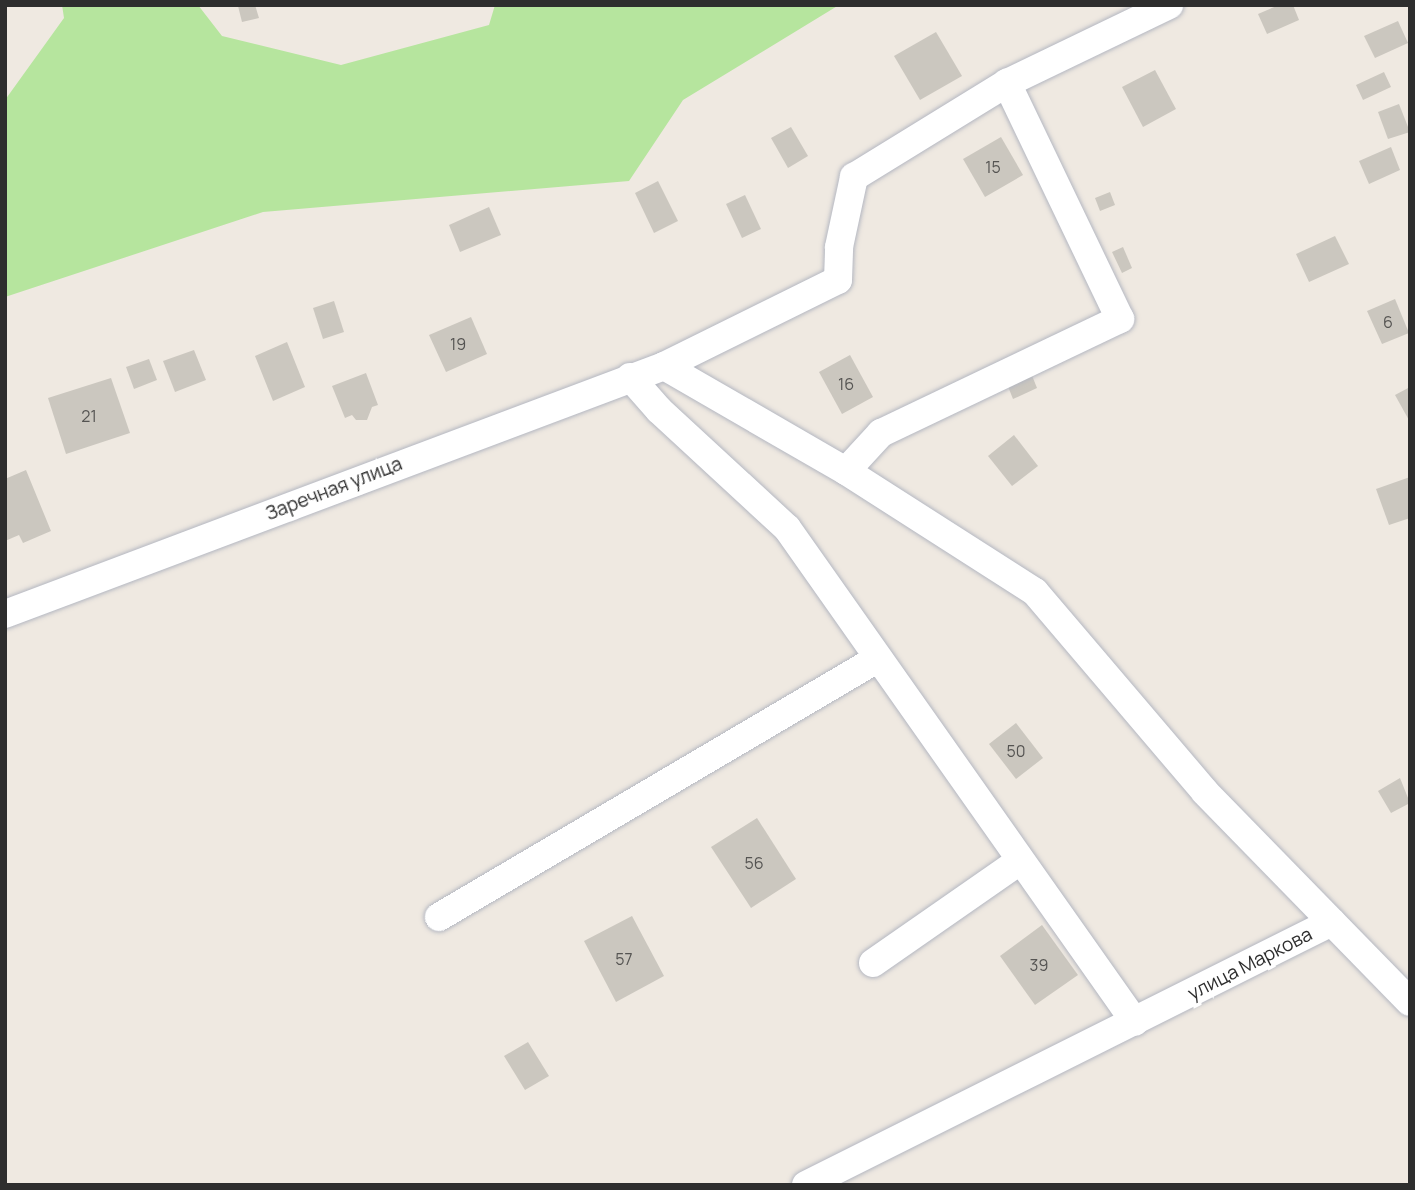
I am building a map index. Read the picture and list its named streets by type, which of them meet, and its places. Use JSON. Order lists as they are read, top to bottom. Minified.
{"streets":{"street":["Заречная улица","улица Маркова"]},"crossings":[["Заречная улица","улица Маркова"]],"house_numbers":["15","6","19","16","21","50","56","57","39"]}
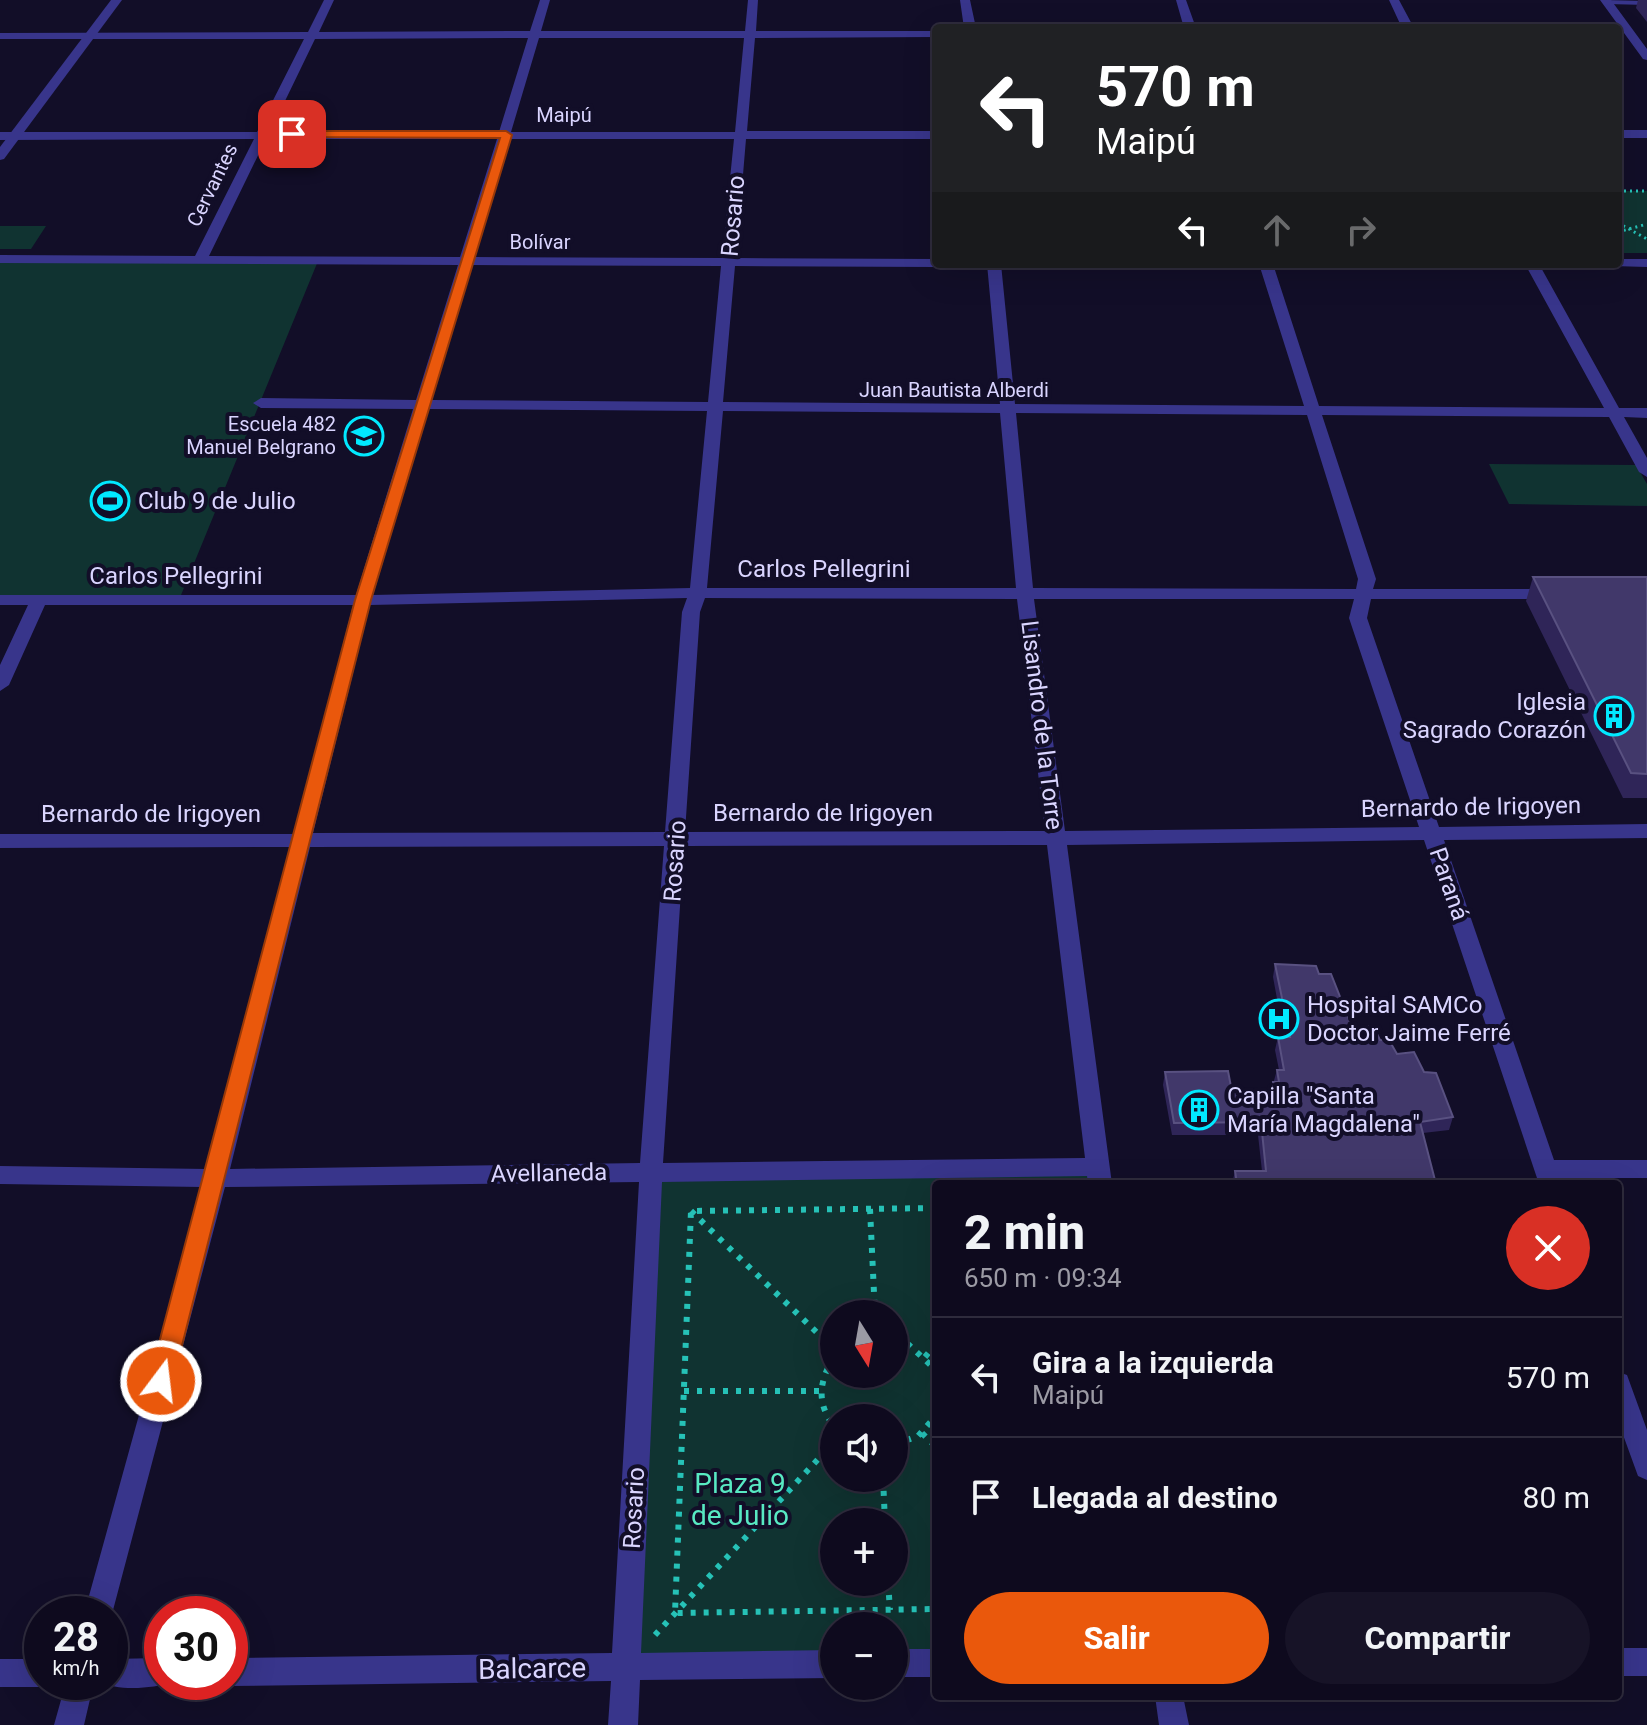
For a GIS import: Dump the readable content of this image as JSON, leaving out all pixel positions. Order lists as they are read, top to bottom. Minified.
{"streets":{"street":["Maipú","Cervantes","Rosario","Bolívar","Juan Bautista Alberdi","Carlos Pellegrini","Lisandro de la Torre","Bernardo de Irigoyen","Paraná","Avellaneda","Balcarce"]},"crossings":[["Maipú","Cervantes"],["Maipú","Rosario"],["Cervantes","Bolívar"],["Rosario","Bolívar"],["Rosario","Juan Bautista Alberdi"],["Rosario","Carlos Pellegrini"],["Rosario","Bernardo de Irigoyen"],["Rosario","Avellaneda"],["Rosario","Balcarce"],["Juan Bautista Alberdi","Lisandro de la Torre"],["Juan Bautista Alberdi","Paraná"],["Carlos Pellegrini","Lisandro de la Torre"],["Carlos Pellegrini","Paraná"],["Lisandro de la Torre","Bernardo de Irigoyen"],["Lisandro de la Torre","Avellaneda"],["Bernardo de Irigoyen","Paraná"]],"parks":["Plaza 9 de Julio"],"places":{"school or university":["Escuela 482 Manuel Belgrano"],"sports":["Club 9 de Julio"],"building":["Iglesia Sagrado Corazón","Capilla \"Santa María Magdalena\""],"hospital":["Hospital SAMCo Doctor Jaime Ferré"]},"north":"bottom","page":{"turn":["570 m","Maipú"],"heading":["2 min","650 m · 09:34"],"map_buttons":["+","−"],"list":[{"name":"Gira a la izquierda","note":"Maipú","value":"570 m"},{"name":"Llegada al destino","value":"80 m"}],"buttons":["Salir","Compartir"],"speed":"28 km/h","limit":"30"}}
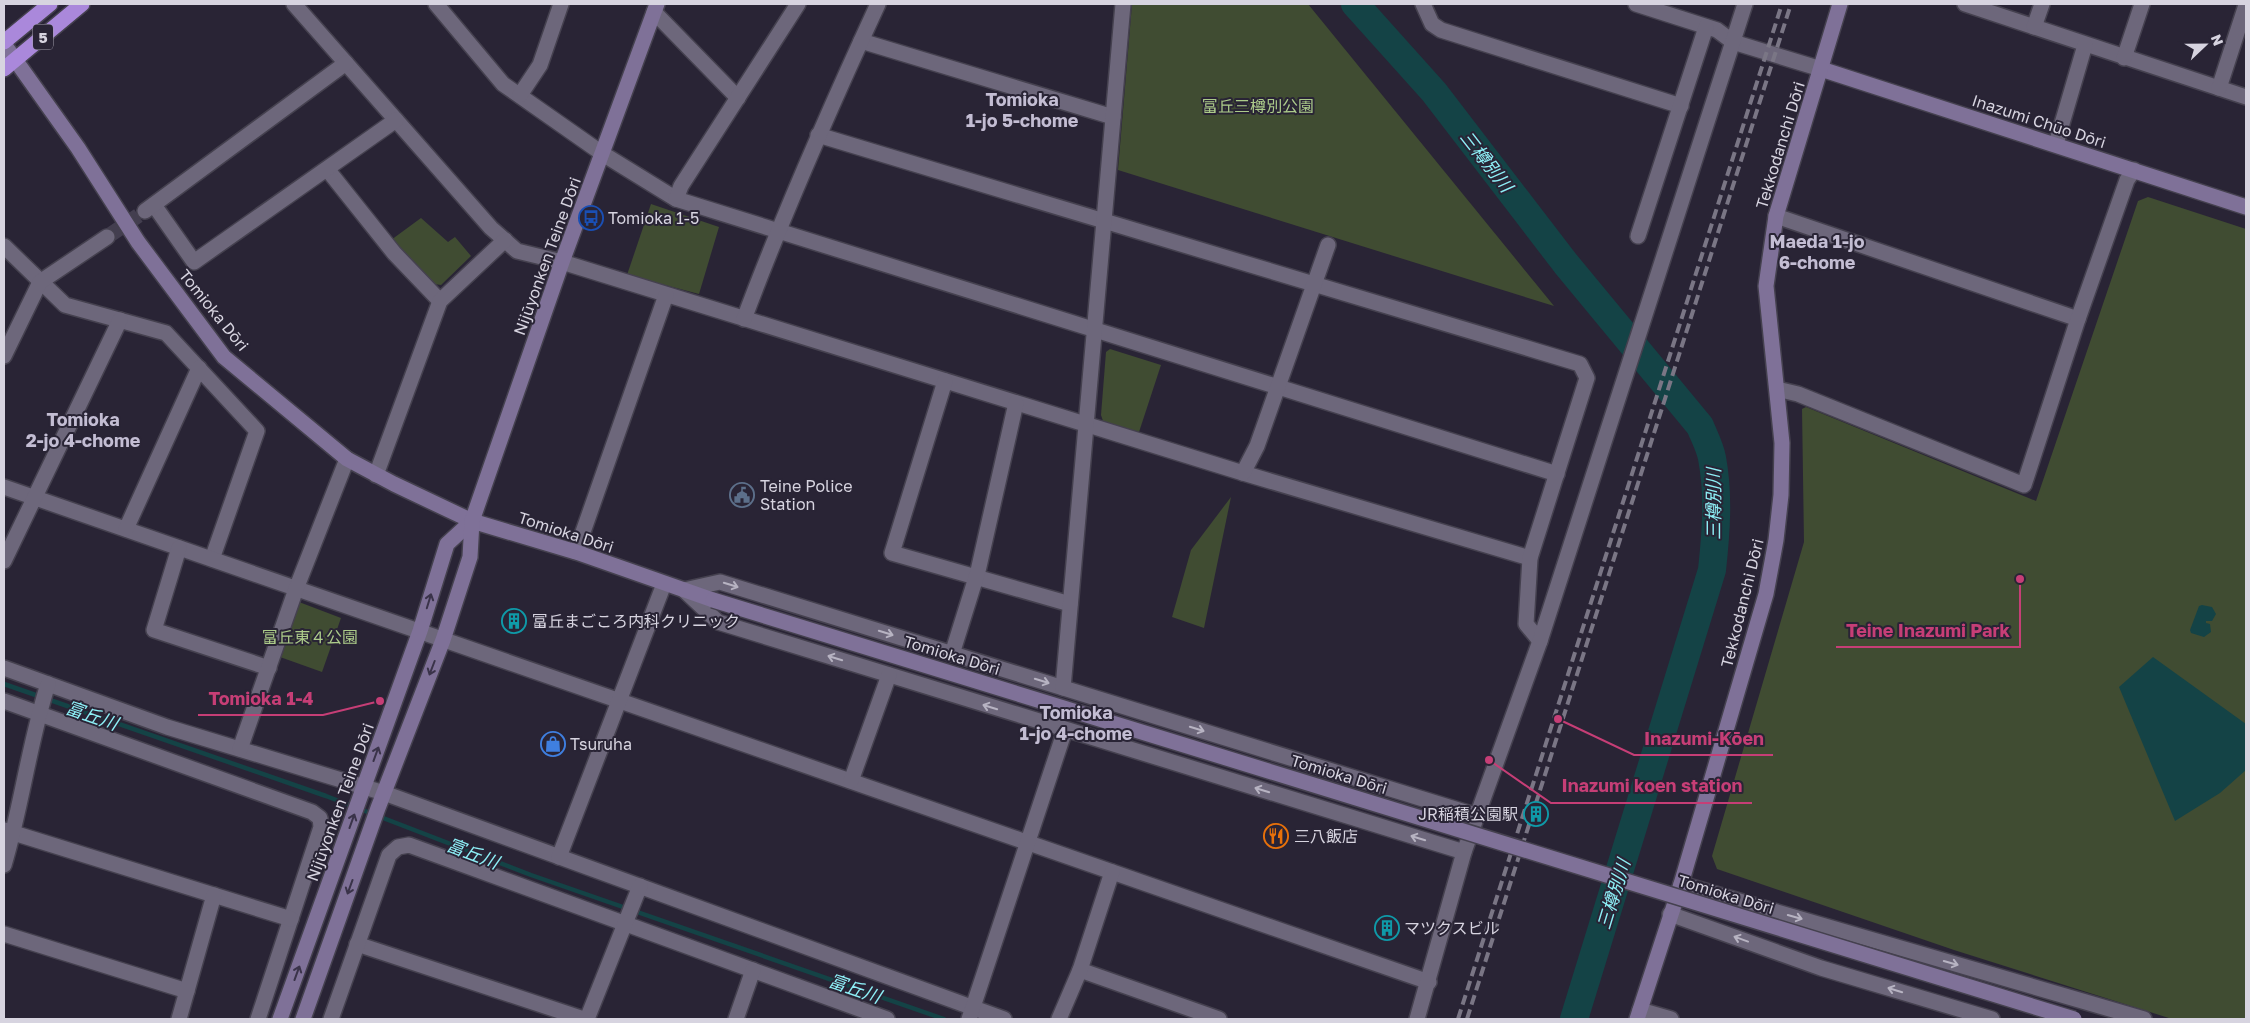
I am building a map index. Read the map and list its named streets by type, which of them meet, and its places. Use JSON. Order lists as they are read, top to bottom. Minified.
{"streets":{"highway":["5"],"street":["Inazumi Chūo Dōri","Tekkodanchi Dōri","Nijūyonken Teine Dōri","Tomioka Dōri"]},"crossings":[["5","Tomioka Dōri"],["Inazumi Chūo Dōri","Tekkodanchi Dōri"],["Nijūyonken Teine Dōri","Tomioka Dōri"]],"districts":["Tomioka 1-jo 5-chome","Maeda 1-jo 6-chome","Tomioka 2-jo 4-chome","Tomioka 1-jo 4-chome"],"water":["三樽別川","富丘川"],"parks":["富丘三樽別公園","富丘東４公園"],"places":{"bus stop":["Tomioka 1-5"],"public building":["Teine Police Station"],"other":["Teine Inazumi Park","Tomioka 1-4","Inazumi-Kōen","Inazumi koen station"],"building":["富丘まごころ内科クリニック","JR稲積公園駅","マツクスビル"],"shop":["Tsuruha"],"restaurant":["三八飯店"]},"north":"right"}
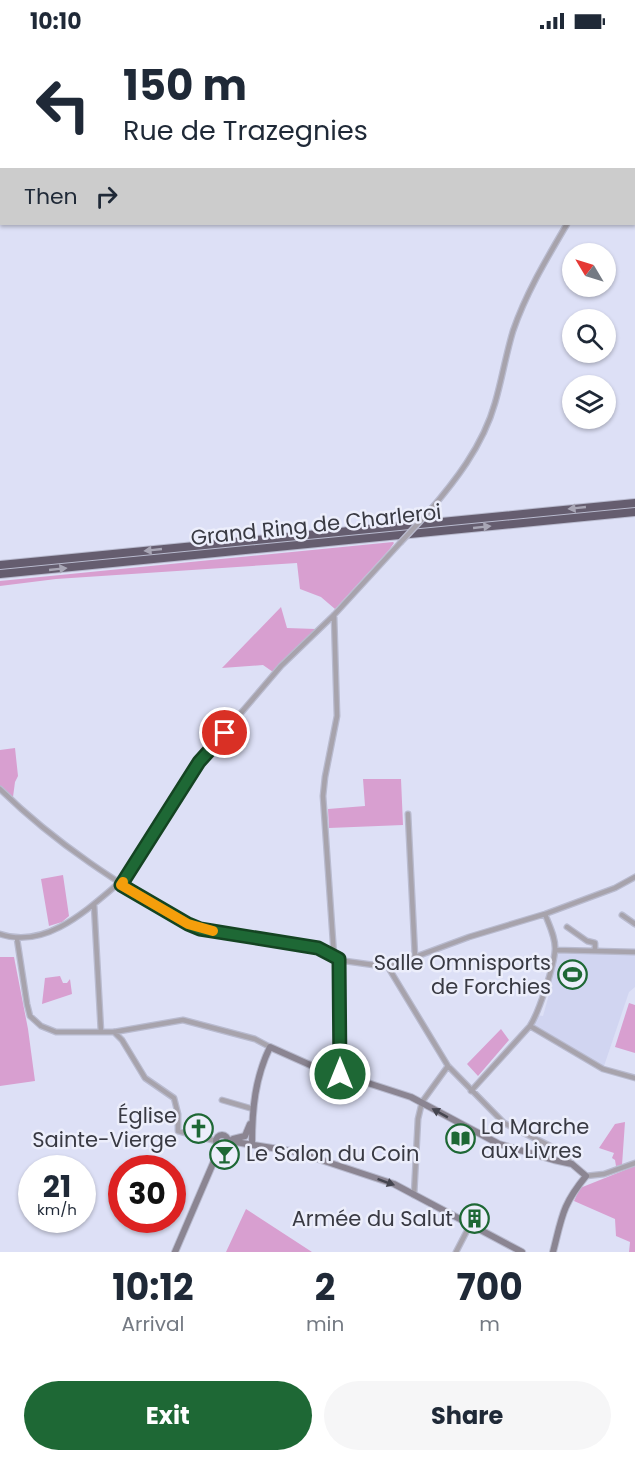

- - -

- **WHAT THE TASK ASKS**
Omit the pictures and write out the lines above from the one with "I am building a map index. Read the map" through the last, unchanged.

- **RESPONSE BOX**
I am building a map index. Read the map and list its named streets by type, which of them meet, and its places. Use JSON. Order lists as they are read, top to bottom. Minified.
{"streets":{"highway":["5"],"street":["Inazumi Chūo Dōri","Tekkodanchi Dōri","Nijūyonken Teine Dōri","Tomioka Dōri"]},"crossings":[["5","Tomioka Dōri"],["Inazumi Chūo Dōri","Tekkodanchi Dōri"],["Nijūyonken Teine Dōri","Tomioka Dōri"]],"districts":["Tomioka 1-jo 5-chome","Maeda 1-jo 6-chome","Tomioka 2-jo 4-chome","Tomioka 1-jo 4-chome"],"water":["三樽別川","富丘川"],"parks":["富丘三樽別公園","富丘東４公園"],"places":{"bus stop":["Tomioka 1-5"],"public building":["Teine Police Station"],"other":["Teine Inazumi Park","Tomioka 1-4","Inazumi-Kōen","Inazumi koen station"],"building":["富丘まごころ内科クリニック","JR稲積公園駅","マツクスビル"],"shop":["Tsuruha"],"restaurant":["三八飯店"]},"north":"right"}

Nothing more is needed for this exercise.